After writing both the manifest and the quality report, confirm to the user:

"Your quality review has been saved to `.idstack/project.json` and a shareable
report generated at `.idstack/reports/course-quality-review.md`. This captures the QM
structural review, CoI presence scores, alignment audit, cross-domain evidence
checks, and prioritized recommendations.

**Score: XX/100** [If previous: "Previous: X/100 (DATE). Delta: +/-Z."]

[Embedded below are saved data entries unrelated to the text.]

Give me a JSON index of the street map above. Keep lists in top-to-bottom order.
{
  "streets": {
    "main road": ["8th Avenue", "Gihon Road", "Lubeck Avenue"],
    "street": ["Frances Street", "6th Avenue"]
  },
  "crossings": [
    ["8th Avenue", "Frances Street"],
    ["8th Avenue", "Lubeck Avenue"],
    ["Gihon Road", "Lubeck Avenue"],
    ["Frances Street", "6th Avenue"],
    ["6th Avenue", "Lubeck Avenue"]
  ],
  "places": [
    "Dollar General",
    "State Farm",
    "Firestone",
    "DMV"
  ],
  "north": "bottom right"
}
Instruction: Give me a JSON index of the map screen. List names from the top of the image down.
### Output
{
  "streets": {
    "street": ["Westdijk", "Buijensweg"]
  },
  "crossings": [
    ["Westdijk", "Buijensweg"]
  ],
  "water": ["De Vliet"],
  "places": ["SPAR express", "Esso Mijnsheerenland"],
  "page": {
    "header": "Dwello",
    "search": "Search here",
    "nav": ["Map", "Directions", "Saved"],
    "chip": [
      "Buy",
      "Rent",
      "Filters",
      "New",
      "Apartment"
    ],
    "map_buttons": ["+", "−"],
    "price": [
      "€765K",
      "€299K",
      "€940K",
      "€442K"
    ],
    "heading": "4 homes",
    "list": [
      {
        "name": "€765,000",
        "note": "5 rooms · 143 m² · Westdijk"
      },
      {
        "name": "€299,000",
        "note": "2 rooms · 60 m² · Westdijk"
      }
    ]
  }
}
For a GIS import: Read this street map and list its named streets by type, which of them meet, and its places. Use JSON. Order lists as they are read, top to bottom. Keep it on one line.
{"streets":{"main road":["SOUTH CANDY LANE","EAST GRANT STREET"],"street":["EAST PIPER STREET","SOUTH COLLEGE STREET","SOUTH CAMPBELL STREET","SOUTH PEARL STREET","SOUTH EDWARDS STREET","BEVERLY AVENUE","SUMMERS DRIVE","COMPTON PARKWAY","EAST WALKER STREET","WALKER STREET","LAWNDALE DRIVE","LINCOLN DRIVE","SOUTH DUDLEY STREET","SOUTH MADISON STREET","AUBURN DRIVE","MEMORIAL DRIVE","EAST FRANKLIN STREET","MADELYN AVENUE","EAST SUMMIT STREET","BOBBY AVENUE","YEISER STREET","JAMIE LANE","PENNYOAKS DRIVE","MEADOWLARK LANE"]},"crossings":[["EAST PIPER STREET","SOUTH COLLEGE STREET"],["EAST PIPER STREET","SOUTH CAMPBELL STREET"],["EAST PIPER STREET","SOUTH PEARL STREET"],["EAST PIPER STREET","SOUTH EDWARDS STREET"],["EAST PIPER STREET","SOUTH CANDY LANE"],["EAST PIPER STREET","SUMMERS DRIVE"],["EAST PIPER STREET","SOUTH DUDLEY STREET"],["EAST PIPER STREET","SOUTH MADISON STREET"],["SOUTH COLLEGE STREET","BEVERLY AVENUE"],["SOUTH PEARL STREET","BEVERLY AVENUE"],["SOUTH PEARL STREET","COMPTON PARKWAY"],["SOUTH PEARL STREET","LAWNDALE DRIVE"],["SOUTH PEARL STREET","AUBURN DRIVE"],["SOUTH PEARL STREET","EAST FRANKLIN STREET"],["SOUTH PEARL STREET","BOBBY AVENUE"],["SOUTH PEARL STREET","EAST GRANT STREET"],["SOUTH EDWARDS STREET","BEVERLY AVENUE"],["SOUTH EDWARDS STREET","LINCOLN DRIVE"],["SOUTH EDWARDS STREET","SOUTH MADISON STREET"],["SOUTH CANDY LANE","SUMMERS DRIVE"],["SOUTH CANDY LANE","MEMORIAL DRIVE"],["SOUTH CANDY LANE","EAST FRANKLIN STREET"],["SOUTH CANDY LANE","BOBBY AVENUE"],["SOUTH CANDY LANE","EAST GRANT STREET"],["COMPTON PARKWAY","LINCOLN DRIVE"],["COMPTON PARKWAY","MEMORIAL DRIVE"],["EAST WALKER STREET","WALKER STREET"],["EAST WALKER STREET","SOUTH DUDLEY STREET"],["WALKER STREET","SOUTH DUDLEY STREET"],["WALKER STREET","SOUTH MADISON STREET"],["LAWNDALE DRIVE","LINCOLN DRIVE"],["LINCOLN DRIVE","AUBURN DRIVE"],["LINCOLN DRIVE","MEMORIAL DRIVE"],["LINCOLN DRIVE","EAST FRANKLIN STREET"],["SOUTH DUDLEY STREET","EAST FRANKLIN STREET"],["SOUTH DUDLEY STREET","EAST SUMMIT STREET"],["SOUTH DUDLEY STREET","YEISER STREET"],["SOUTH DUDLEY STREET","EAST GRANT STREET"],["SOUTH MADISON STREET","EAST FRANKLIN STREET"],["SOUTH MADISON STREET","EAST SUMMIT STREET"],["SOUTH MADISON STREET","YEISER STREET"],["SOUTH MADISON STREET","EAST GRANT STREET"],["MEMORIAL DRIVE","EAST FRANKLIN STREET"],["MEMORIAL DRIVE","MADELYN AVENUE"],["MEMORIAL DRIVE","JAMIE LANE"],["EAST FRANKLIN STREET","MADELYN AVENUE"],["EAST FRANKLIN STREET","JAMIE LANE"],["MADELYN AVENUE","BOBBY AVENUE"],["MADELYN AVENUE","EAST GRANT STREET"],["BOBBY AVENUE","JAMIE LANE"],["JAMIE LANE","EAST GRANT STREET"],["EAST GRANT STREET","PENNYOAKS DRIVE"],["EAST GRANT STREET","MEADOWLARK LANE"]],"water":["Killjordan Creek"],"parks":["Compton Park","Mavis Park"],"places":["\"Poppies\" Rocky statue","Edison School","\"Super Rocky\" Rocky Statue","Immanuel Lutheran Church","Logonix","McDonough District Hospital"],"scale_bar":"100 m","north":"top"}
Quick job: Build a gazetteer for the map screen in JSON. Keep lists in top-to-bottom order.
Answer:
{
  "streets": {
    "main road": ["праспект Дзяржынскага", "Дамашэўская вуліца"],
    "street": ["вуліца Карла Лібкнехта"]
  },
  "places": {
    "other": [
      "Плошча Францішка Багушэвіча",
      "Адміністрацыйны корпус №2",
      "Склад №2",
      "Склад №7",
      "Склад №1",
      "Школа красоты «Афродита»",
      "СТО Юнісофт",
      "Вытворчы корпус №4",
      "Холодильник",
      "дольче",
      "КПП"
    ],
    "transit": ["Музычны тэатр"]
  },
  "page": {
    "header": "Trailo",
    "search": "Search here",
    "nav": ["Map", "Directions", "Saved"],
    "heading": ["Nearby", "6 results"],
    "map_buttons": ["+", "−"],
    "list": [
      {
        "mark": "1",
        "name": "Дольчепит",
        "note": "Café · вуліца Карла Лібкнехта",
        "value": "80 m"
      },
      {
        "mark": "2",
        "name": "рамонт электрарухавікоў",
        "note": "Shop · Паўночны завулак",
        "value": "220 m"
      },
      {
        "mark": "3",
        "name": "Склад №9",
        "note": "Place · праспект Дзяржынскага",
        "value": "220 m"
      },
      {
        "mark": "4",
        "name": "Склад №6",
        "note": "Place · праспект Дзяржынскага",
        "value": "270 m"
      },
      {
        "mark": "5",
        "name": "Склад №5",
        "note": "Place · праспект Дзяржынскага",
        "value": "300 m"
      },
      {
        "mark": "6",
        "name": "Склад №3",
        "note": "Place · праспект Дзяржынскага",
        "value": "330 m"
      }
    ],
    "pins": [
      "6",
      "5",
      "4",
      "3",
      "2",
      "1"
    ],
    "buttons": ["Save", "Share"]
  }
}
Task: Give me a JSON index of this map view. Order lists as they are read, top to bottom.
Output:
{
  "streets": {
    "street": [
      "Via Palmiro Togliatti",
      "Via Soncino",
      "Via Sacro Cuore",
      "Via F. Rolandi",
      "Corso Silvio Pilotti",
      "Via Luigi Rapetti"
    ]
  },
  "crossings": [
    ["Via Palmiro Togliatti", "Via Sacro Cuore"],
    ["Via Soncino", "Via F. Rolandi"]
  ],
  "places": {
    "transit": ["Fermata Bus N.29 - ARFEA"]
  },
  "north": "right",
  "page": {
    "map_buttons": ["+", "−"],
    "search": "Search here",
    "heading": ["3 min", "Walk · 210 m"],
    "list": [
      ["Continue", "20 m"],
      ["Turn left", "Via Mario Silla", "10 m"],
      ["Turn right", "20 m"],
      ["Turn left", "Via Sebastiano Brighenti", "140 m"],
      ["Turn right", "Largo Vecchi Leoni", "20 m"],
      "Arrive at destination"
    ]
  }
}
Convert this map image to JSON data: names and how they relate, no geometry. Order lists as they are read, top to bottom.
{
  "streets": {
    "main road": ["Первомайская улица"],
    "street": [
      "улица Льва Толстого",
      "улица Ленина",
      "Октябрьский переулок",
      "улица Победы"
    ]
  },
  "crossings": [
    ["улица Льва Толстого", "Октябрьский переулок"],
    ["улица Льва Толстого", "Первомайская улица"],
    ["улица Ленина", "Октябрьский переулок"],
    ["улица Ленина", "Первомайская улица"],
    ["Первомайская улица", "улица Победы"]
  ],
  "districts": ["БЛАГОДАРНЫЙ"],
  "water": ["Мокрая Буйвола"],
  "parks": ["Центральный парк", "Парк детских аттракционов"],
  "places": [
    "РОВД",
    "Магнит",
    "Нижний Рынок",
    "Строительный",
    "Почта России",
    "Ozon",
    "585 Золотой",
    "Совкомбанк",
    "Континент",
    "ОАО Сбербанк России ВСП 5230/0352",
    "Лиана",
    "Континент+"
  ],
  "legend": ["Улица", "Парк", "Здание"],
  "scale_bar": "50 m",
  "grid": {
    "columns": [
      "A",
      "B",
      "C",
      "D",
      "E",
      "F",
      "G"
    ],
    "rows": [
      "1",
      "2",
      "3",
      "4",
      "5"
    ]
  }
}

**Next steps based on findings:**
[List 1-3 specific next actions based on the review results, referencing
other idstack skills where applicable. When no critical issues remain,
include: Run `/course-export` to package your course as an IMS Common
Cartridge or push to Canvas.]"

---

## Manifest Schema Reference

The idstack manifest lives at `.idstack/project.json`. Schema version: **1.4**.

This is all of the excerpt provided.